RECORDS SHOWN section start

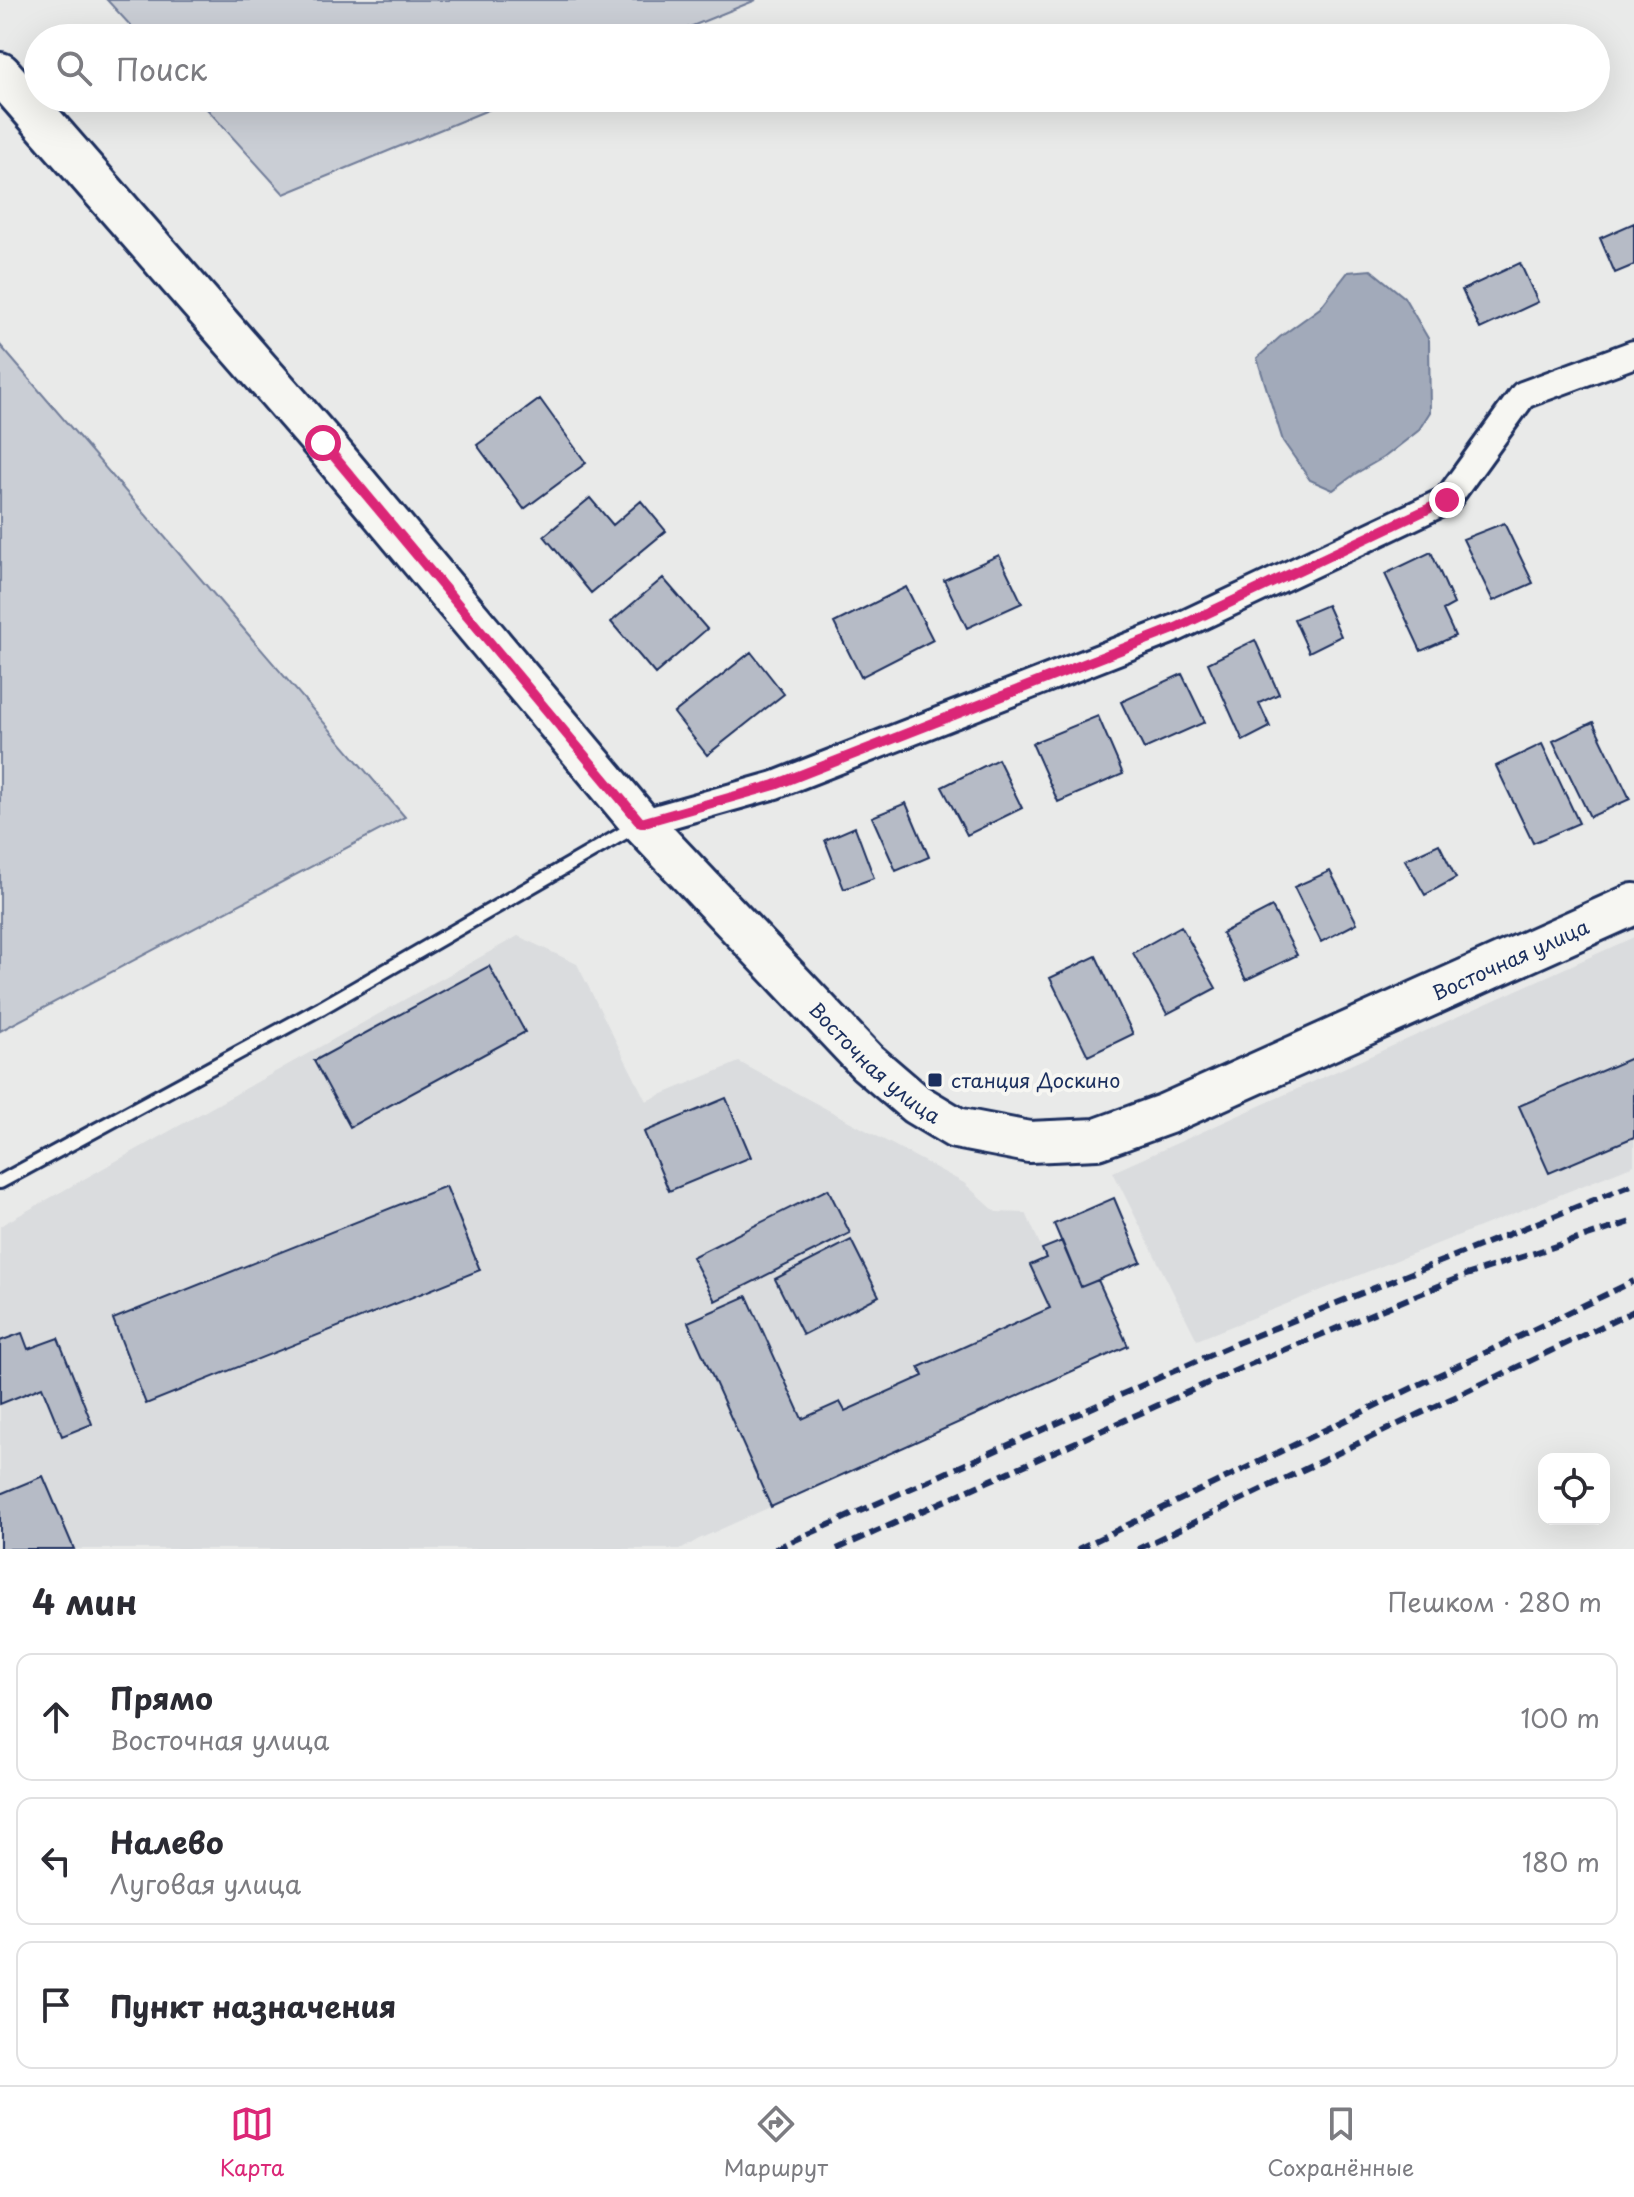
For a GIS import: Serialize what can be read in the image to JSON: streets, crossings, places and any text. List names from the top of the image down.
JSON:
{
  "streets": {
    "main road": ["Восточная улица"]
  },
  "places": {
    "transit": ["станция Доскино"]
  },
  "page": {
    "search": "Поиск",
    "heading": ["4 мин", "Пешком · 280 m"],
    "list": [
      ["Прямо", "Восточная улица", "100 m"],
      ["Налево", "Луговая улица", "180 m"],
      "Пункт назначения"
    ],
    "nav": ["Карта", "Маршрут", "Сохранённые"]
  }
}
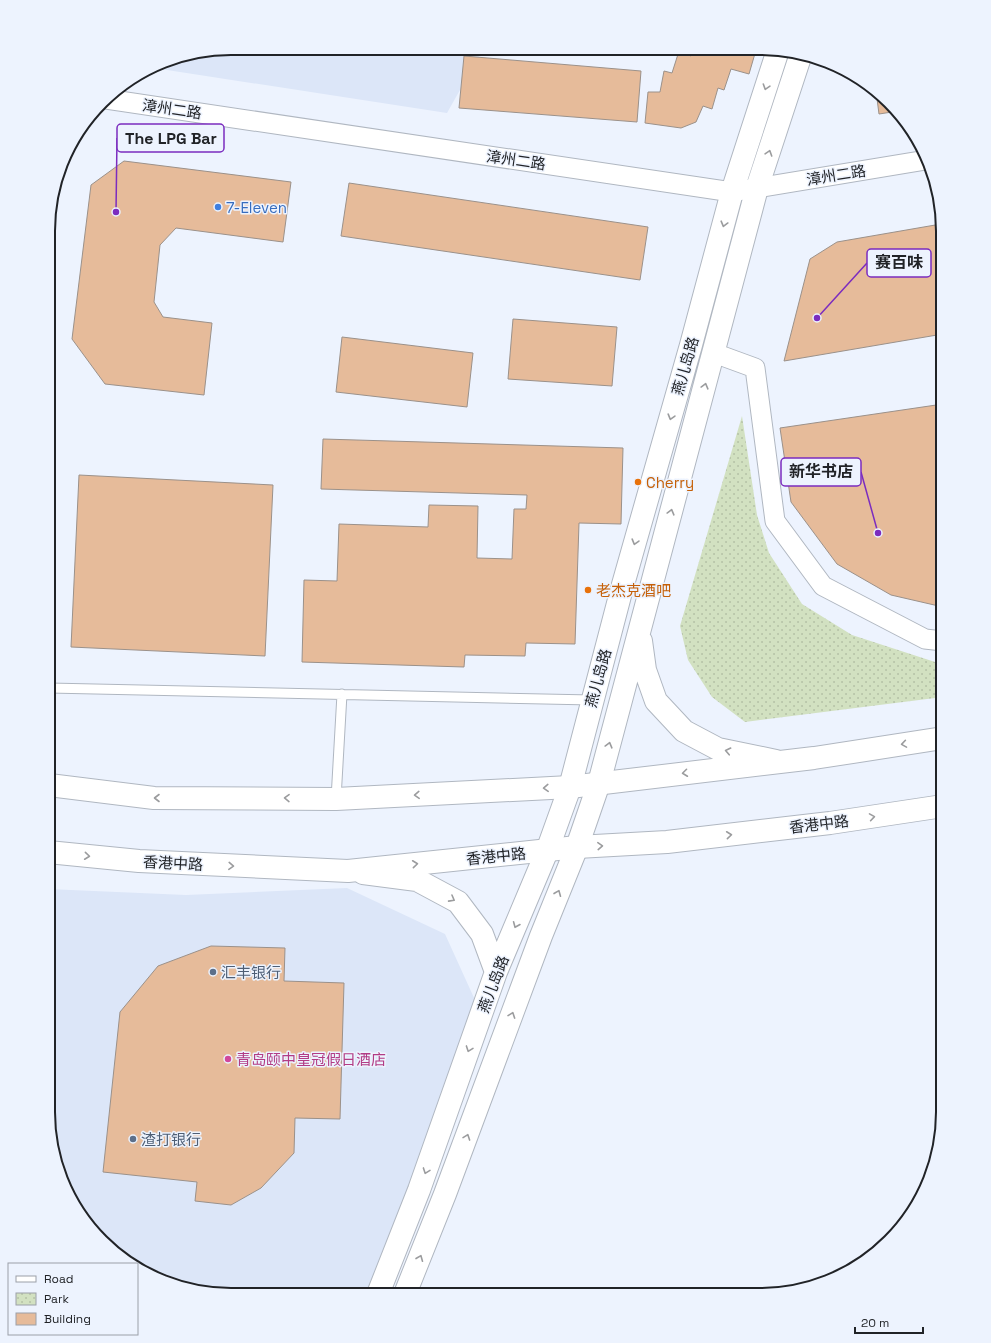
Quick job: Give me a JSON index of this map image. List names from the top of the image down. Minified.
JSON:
{"streets":{"main road":["燕儿岛路","香港中路"],"street":["漳州二路"]},"crossings":[["漳州二路","燕儿岛路"],["燕儿岛路","香港中路"]],"places":["7-Eleven","The LPG Bar","赛百味","Cherry","新华书店","老杰克酒吧","汇丰银行","青岛颐中皇冠假日酒店","渣打银行"],"legend":["Road","Park","Building"],"scale_bar":"20 m"}
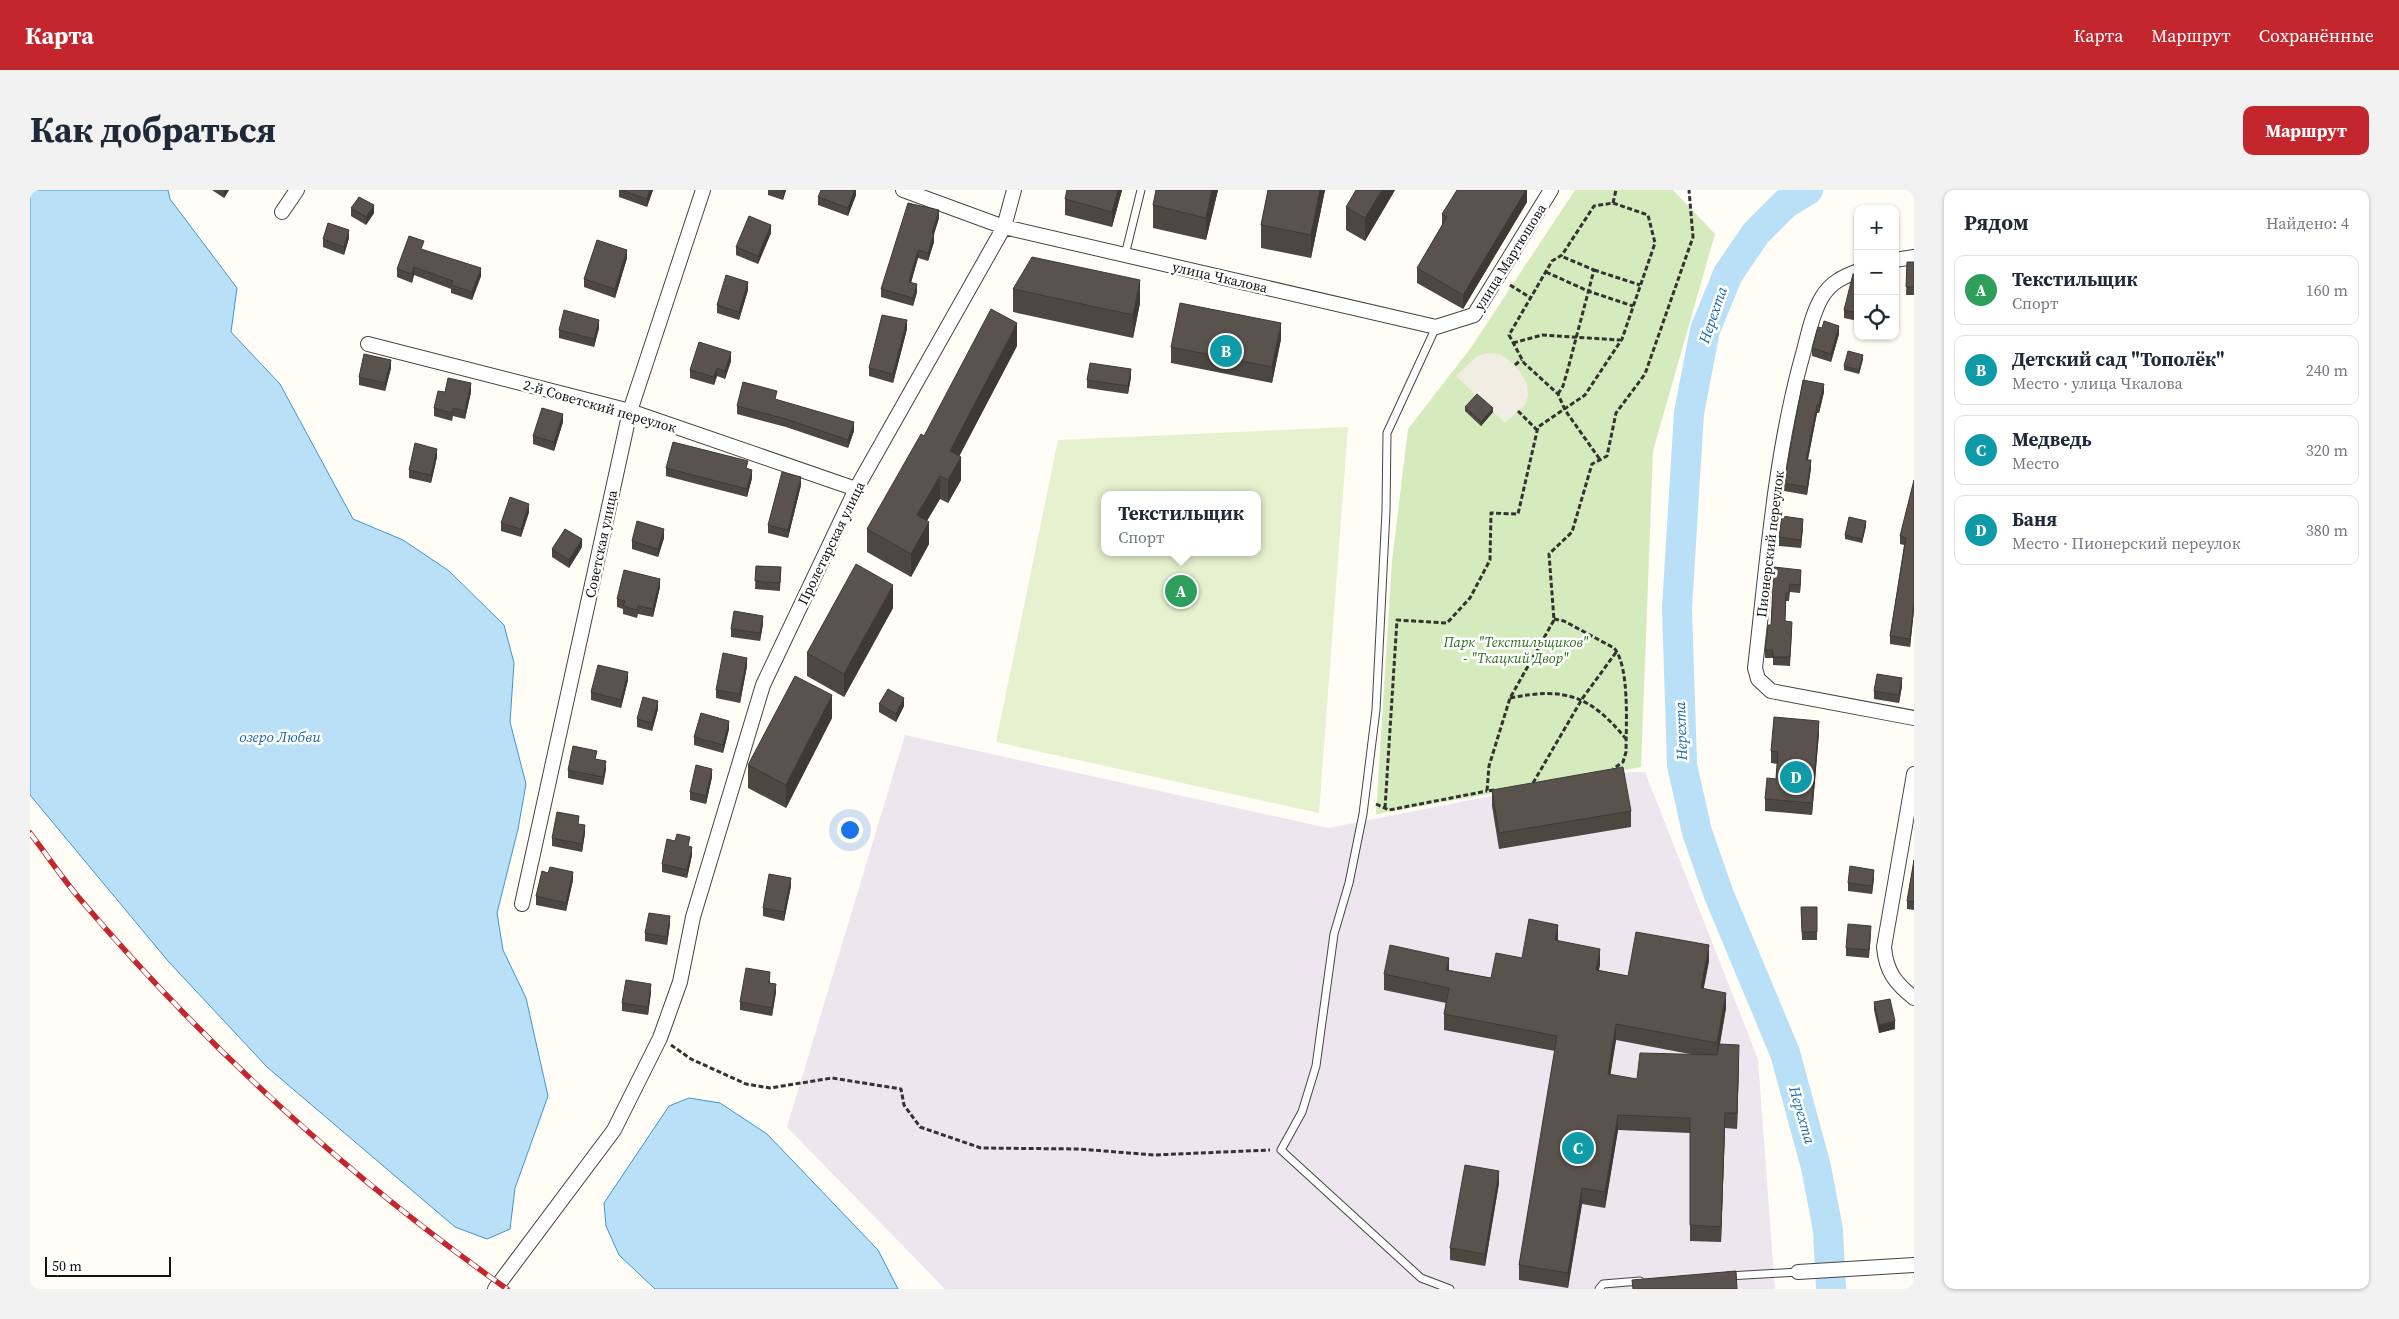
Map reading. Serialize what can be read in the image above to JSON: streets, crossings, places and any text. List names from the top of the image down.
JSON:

RECORDS SHOWN section end

EXERCISE AIM
Exactly the lines from the line containing "Quick job: Give" to the end of the records need to be copied, both ends included, with pictures left out.

ANSWER SPACE
Quick job: Give me a JSON index of this map image. List names from the top of the image down. Minified.
JSON:
{"streets":{"main road":["燕儿岛路","香港中路"],"street":["漳州二路"]},"crossings":[["漳州二路","燕儿岛路"],["燕儿岛路","香港中路"]],"places":["7-Eleven","The LPG Bar","赛百味","Cherry","新华书店","老杰克酒吧","汇丰银行","青岛颐中皇冠假日酒店","渣打银行"],"legend":["Road","Park","Building"],"scale_bar":"20 m"}
Map reading. Serialize what can be read in the image above to JSON: streets, crossings, places and any text. List names from the top of the image down.
JSON:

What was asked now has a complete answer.